Why this Site Exists

Inspiration

This site wouldn’t exist without the initial spark that drove me to try to do this thing. That spark was lit by:

Educational Materials Hosting

Beside the spark of inspiration, I have immediately realizable utility for a website with respect to my tutoring practice. In particular, I can post the educational materials I make for my clients on here.

Personal Content

In addition to my tutoring/teaching, I also actually practice math and music. I hope to use my website as a gallery for my work.

How this Site Exists

Building the Site

OK. It’s really easy to want to do something; it’s harder to actually do it. So, how did I make this site?

Learning Hugo from Scratch

In order to build an extensible website as painlessly as possible, I decided to use a static site generator: Hugo. Hugo, like other static site generators, compartmentalizes structure–via templates–from content–via .md or .org files, etc.

Structure

Layouts are the templates in Hugo; they define the structure for your pages and are the main things you have to define to make your site. The best way to understand how this works is by seeing some minimal examples. If you want to follow along at home, I have included instructions on how to quickly setup a development environment. As far as I know, the absolutely most minimal possible working hugo project is the following:

index.html:
test

hugo-project-root-directory
├── hugo.toml
└── layouts
    └── index.html

You can see this page in your browser by running the hugo server from within hugo-project-root-directory; by default, the address for the local server will be localhost:1313, which you can put into your browser’s address bar. You should see only the word test on the page.

Content

However, the most principled way to structure our project is by changing it to the following:

index.html:
{{ define "test" }}
	{{ .Content }}
{{ end }}

baseof.html:
{{ block "test" . }}
{{ end }}

_index.md:
test

hugo-project-root-directory
├── hugo.toml
├── layouts
│   ├── index.html
│   └── _default
│       └── baseof.html
└── content
    └── _index.md

This should render exactly the same site.

Going Further

The examples above are minimal, and demonstrate the most basic way that Hugo works. However, they are woefully inadequate to demonstrate how Hugo works on a larger scale. I encourage you to experiement with them by following this tutorial. In that tutorial, the author actually follows sane conventions instead of singularly focusing on making the examples as minimal as possible.

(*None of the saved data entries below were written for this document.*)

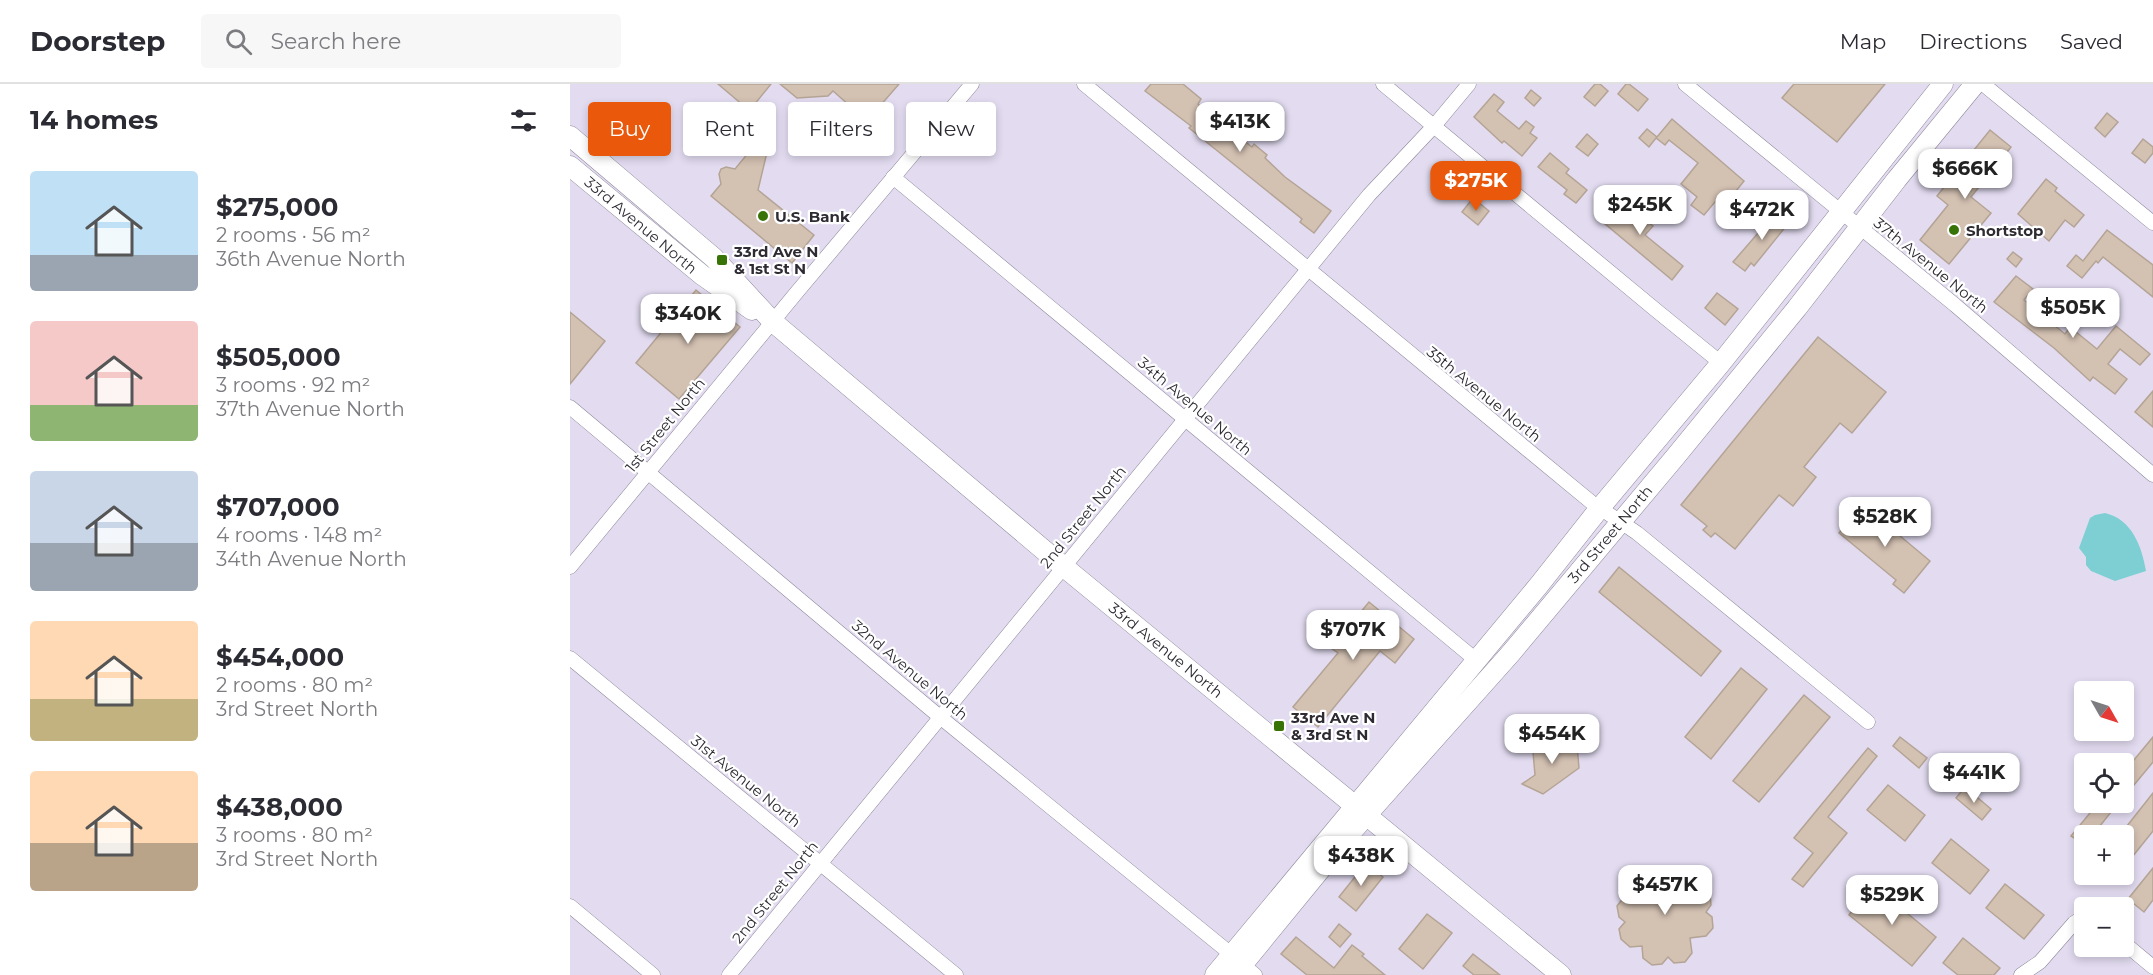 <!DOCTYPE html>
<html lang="en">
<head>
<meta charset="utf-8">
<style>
	body { margin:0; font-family:Montserrat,sans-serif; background:#f7f7f7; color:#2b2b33; height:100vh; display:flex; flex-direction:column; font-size:22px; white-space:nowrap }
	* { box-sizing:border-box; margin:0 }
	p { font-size:20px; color:#7c7c81 }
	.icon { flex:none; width:33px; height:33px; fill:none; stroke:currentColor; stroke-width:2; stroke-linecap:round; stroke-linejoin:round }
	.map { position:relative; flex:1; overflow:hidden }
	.sheet { display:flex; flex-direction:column; background:#fff; width:570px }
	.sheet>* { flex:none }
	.top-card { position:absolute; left:18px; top:18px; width:570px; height:54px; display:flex; gap:12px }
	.needle { width:39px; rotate:129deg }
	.fabs { position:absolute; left:1504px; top:597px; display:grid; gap:12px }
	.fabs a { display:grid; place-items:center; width:60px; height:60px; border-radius:6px; background:#fff; box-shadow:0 3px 9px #0003; font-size:30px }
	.price { position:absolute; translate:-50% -51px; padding:0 14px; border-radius:12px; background:#fff; color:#222; font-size:20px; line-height:39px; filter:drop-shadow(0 2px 3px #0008) }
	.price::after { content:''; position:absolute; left:50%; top:36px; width:18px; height:14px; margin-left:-9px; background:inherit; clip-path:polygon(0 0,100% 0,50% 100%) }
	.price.selected { background:#ea580c; color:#fff }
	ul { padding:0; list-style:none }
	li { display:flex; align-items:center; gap:18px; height:150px; padding:0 30px }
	li span { display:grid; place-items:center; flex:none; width:168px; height:120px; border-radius:6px; color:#555 }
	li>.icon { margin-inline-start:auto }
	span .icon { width:72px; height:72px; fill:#fffc; stroke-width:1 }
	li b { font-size:26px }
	h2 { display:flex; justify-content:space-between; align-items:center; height:72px; padding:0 30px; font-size:26px }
	.pill { padding:0 21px; border-radius:6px; background:#fff; box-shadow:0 3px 9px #0003; font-size:21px; line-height:54px }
	.pill.selected { background:#ea580c; color:#fff }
	header { display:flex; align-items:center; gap:36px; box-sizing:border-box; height:84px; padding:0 30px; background:#fff; border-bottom:2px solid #e1e1e2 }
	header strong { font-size:28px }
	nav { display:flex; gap:33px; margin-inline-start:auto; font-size:21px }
	.search { width:420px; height:54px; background:#f7f7f7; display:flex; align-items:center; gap:15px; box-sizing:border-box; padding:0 21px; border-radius:6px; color:#7c7c81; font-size:22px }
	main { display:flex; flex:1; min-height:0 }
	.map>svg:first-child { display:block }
</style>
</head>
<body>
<header>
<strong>Doorstep</strong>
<div class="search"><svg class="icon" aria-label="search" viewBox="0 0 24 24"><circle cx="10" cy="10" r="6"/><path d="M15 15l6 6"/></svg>Search here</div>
<nav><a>Map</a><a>Directions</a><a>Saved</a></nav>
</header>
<main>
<section class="sheet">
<h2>14 homes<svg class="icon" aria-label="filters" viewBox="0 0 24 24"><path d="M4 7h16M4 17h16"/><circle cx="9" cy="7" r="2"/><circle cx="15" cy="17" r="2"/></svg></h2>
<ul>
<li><span style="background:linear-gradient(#bfe0f5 70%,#9aa5b1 0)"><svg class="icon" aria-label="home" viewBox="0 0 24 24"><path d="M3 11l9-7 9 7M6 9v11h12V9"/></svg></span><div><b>$275,000</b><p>2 rooms · 56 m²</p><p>36th Avenue North</p></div></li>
<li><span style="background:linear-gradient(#f6c9c9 70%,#8fb573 0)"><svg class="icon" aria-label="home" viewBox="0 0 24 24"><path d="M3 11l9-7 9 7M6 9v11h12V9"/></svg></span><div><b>$505,000</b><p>3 rooms · 92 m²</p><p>37th Avenue North</p></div></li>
<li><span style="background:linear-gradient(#c9d6e8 60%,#9aa5b1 0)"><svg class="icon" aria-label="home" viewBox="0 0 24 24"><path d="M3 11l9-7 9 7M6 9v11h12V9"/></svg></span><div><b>$707,000</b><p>4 rooms · 148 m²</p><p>34th Avenue North</p></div></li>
<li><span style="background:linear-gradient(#ffd9b3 65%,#c2b280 0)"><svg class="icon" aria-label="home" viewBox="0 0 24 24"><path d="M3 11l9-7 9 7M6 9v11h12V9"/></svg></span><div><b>$454,000</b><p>2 rooms · 80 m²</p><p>3rd Street North</p></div></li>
<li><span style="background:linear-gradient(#ffd9b3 60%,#b9a48a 0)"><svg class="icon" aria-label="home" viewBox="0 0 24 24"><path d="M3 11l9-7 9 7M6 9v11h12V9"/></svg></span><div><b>$438,000</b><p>3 rooms · 80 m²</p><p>3rd Street North</p></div></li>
</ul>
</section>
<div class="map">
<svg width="1583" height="891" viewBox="0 0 1583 891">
	<rect width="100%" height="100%" fill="#e3dcf1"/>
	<path fill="#7dcfd3" d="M 1535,429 C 1562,435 1572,463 1576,487 L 1545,497 L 1521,487 L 1516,481 L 1516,473 L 1509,464 L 1520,434 L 1525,431 Z"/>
	<g fill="#d3c1b2" stroke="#b4a495" stroke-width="1.5">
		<polygon points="148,0 201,0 184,21 174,22"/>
		<polygon points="210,0 329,0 297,37 263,7 258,12 227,14"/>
		<polygon points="581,0 613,0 631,15 628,20 682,63 684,60 697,71 695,74 715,93 761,127 744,149 730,138 732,135 619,44 621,42 575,7"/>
		<polygon points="1025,0 1030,0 1038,7 1025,22 1014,13"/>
		<polygon points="1056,0 1059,0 1078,15 1068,27 1048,10"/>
		<polygon points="1224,0 1315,0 1267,58 1212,14"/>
		<polygon points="961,6 971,14 964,22 955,14"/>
		<polygon points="924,10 934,18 927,27 949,45 956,37 964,43 960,49 967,54 952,72 934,57 932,59 904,33"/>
		<polygon points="1537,29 1548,38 1535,53 1525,44"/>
		<polygon points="1102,35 1174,97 1157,118 1150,112 1134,131 1121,121 1127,113 1111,100 1128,79 1099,56 1095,61 1086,54 1079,63 1069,54 1077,45 1087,53"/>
		<polygon points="1420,46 1441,63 1401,113 1421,129 1379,180 1350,156 1378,121 1367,112"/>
		<polygon points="1017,50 1028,60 1018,72 1006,63"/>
		<polygon points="1573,55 1583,63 1583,69 1575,79 1562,69"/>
		<polygon points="188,57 198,64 188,106 244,151 222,179 141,112 151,100 149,90 151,85 156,83 165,85"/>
		<polygon points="980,69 999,85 996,89 1017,106 1006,119 994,110 997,106 968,83"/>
		<polygon points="1476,95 1487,104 1485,107 1514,131 1504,143 1495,136 1479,157 1448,130"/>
		<polygon points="1037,111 1065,133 1072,124 1081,131 1076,137 1083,142 1075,151 1113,182 1102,196 1034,139 1042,128 1031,119"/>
		<polygon points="903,114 919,127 908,141 892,128"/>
		<polygon points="1208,126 1221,136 1184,182 1181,179 1175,187 1163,178"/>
		<polygon points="1537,146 1583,181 1583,213 1533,173 1528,179 1526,177 1512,194 1497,182 1506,171 1513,177"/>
		<polygon points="1443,168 1452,175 1446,183 1437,175"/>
		<polygon points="1446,192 1463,205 1454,216 1495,250 1500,243 1527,265 1546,242 1580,270 1570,281 1550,265 1538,280 1557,295 1545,310 1523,293 1520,297 1484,264 1424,218"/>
		<polygon points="126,206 170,243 109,315 66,279"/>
		<polygon points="1147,209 1168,225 1155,241 1135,224"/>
		<polygon points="0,228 35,257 0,300"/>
		<polygon points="1248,253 1316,308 1282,349 1270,339 1234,383 1246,393 1223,422 1209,411 1165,465 1145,449 1141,453 1133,446 1137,442 1111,421"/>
		<polygon points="1583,307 1583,343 1565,328"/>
		<polygon points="1293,421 1360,477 1334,509 1323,500 1326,496 1269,449"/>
		<polygon points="1049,483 1151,567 1131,592 1029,508"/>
		<polygon points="799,518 844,555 825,579 810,567 748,643 723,623 768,569 761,564"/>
		<polygon points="1171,584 1197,605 1141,675 1115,653"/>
		<polygon points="1234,611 1260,633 1189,718 1163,697"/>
		<polygon points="1330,653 1357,674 1349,684 1323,662"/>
		<polygon points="1583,653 1583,678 1554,713 1554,688"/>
		<polygon points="982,654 1002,665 1007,661 1009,684 973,710 952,700 965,691 963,668"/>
		<polygon points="1298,664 1307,672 1258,733 1277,749 1233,803 1222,795 1243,769 1224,754"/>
		<polygon points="1318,701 1355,731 1335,757 1297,726"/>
		<polygon points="1395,703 1421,725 1412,736 1386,714"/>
		<polygon points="1583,709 1583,747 1554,783 1554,752 1549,752"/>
		<polygon points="1529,718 1549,718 1522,752 1515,752 1515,761 1501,752"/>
		<polygon points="1381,755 1419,786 1400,810 1362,779"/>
		<polygon points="796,779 813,793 786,827 769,813"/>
		<polygon points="1109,784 1118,791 1118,803 1132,803 1140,810 1141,821 1136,828 1142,833 1143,844 1136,852 1120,854 1122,869 1115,878 1104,879 1098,873 1092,880 1082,881 1073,874 1072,862 1060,863 1051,855 1049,845 1055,838 1049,833 1047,822 1054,813 1069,811 1069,796 1075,787 1085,786 1093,792 1098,785"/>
		<polygon points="1583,784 1583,816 1574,828 1558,815"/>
		<polygon points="1435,800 1474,831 1454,855 1416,824"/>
		<polygon points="1303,801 1366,853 1342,882 1279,831"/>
		<polygon points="857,830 882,849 853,885 829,865"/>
		<polygon points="769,840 781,850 770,863 759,853"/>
		<polygon points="726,853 764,884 782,861 794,870 792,872 815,891 737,891 711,870"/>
		<polygon points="1393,854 1430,884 1424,891 1388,891 1373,879"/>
		<polygon points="903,870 930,891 904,891 893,882"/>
	</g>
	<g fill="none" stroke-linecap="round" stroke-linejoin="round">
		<g stroke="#8e879a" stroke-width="15">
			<g id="street">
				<polyline points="514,0 1021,418 1067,449 1298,638"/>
				<polyline points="813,0 1087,227 1151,279"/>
				<polyline points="1115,0 1385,221 1583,391"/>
				<polyline points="1413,0 1583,139"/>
				<polyline points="323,93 906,576"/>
				<polyline points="0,323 370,633 661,870"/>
				<polyline points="0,483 227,208 402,0"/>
				<polyline points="0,574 386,891"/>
				<polyline points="0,822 83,891"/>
				<polyline points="1554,859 1583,883"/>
				<polyline points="673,881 685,891"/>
				<polyline points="159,891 799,111 864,42 899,0"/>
				<polyline points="1451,891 1470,878 1504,839 1515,832"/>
			</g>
		</g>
		<g stroke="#8e879a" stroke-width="21">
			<g id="secondary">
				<polyline points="0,52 144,174 203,238 494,483 991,891"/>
				<polyline points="0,82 132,191 182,226"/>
				<polyline points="645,891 969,501 1029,425 1151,279 1373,0"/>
				<polyline points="664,891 777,753 941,569 1106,372 1227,224 1327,95 1405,0"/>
			</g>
		</g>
		<use href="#street" stroke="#fff" stroke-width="14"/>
		<use href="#secondary" stroke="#fff" stroke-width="20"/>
	</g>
	<g fill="#377307" stroke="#fff" stroke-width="2">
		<circle cx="193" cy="132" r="6"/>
		<circle cx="1384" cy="146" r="6"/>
		<rect x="146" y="170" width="12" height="12" rx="3"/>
		<rect x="703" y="636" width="12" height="12" rx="3"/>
	</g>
	<g text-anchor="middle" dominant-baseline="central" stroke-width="4.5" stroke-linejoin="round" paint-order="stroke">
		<g font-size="15" font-weight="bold" fill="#2e2b33" stroke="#fff" text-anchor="start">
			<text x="205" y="132">U.S. Bank</text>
			<text x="1396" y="146">Shortstop</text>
			<text x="164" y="167">33rd Ave N<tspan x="164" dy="17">&amp; 1st St N</tspan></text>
			<text x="721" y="633">33rd Ave N<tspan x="721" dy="17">&amp; 3rd St N</tspan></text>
		</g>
		<g font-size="15" fill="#2e2b33" stroke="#fff">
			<text transform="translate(71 141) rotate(40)">33rd Avenue North</text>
			<text transform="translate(1361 181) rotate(39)">37th Avenue North</text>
			<text transform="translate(914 310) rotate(39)">35th Avenue North</text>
			<text transform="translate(625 322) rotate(40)">34th Avenue North</text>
			<text transform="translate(95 341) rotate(-51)">1st Street North</text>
			<text transform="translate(513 433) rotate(-51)">2nd Street North</text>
			<text transform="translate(1040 450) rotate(-50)">3rd Street North</text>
			<text transform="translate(596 566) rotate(39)">33rd Avenue North</text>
			<text transform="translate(340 586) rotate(40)">32nd Avenue North</text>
			<text transform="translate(176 697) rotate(39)">31st Avenue North</text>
			<text transform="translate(205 808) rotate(-51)">2nd Street North</text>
		</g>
	</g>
</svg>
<div class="fabs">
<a><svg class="needle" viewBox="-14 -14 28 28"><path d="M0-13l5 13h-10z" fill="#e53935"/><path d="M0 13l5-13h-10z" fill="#7c7c81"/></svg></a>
<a><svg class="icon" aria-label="locate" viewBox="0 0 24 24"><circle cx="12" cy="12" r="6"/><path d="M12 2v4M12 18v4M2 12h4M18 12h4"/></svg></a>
<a>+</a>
<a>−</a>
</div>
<b class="price" style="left:670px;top:69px">$413K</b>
<b class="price" style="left:1395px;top:116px">$666K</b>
<b class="price selected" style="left:906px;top:128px">$275K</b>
<b class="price" style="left:1070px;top:152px">$245K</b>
<b class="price" style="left:1192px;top:157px">$472K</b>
<b class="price" style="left:1503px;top:255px">$505K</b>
<b class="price" style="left:118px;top:261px">$340K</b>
<b class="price" style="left:1315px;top:464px">$528K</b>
<b class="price" style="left:783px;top:577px">$707K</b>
<b class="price" style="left:982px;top:681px">$454K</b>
<b class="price" style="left:1404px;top:720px">$441K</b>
<b class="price" style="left:791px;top:803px">$438K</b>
<b class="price" style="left:1095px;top:832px">$457K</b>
<b class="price" style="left:1322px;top:842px">$529K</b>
<div class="top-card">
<a class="pill selected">Buy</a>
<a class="pill">Rent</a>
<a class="pill">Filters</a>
<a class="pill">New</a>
</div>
</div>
</main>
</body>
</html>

From there, there is a whole world of possibilities with Hugo. See the official documentaion for more. Additionally, if you’re an emacs user, you can use org-mode to generate markdown with ox-hugo, and even combine that with org-roam.

Populating the Site

As of the time I’m writing this, I’m still adding stuff to the site. However, I can already mention a few things:

Text

I hope that the majority of the content on my site is useful text. I hope to regularly update my site with new text content, and so Hugo’s ability to render sites from markdown is very nice. I am an emacs user, and so I have been experimenting with ox-hugo. Ox-hugo uses org-mode to enhance the markdown-drafting experience. For this particular post, though I didn’t use it; I’ll have more to say about ox-hugo later.

Media

Besides text, I also want to have downloadable or interactive content on my site.

Styling the Site

As of the time of writing, I haven’t done any styling. I will probably make a separate blog post about this later, since it’s a fairly involved process.

Deploying the Site

Now that my site is built, I have to actually publish it!

Domain Registration

I used Epik to register my domain. You may have noticed that my domain, sanchace.xyz, uses xyz rather than com. These “endings” are called top-level domains. Usually, com is more expensive than xyz, and was originally primarily used by companies, and is administrated by Verisign. Conversely, xyz is explicitly general-purpose and is administated by XYZ.com and Team Internet Group.

There are various other top-level domains, as well. You can see a full list here.

Hosting Solution

There are various hosting solutions you can use, including:

Setting up the VPS

Once I got my server (which runs Debian, by the way), I needed to do a few things:

  1. Securing the Server

    The first thing I do when I spin up a server is to transfer my ssh keys and and disable password authentication. Then, instead of being able to access the server with a password (which could be anyone from anywhere), you must access the server from a machine with a private key that goes with the public keys on the server.

  2. Setting up the Webserver

    I use nginx as my webserver. It is pretty straightforward to set up; you just need to simlink sites-available to sites-enabled and write a simple config file.

  3. Setting up HTTPS Certification

    I use certbot to automatically generate–and renew!–Secure Sockets Layer (SSL) certificates. SSL certificates enable HTTPS, where the “S” stands for “Secure” (and the “HTTP” stands for “HyperText Transfer Protocol”).

Deploying the Site

I used rsync to move the site files from my local development environment to the webserver. Traditionally, the directory is some subdirectory of /var/www/. That’s it!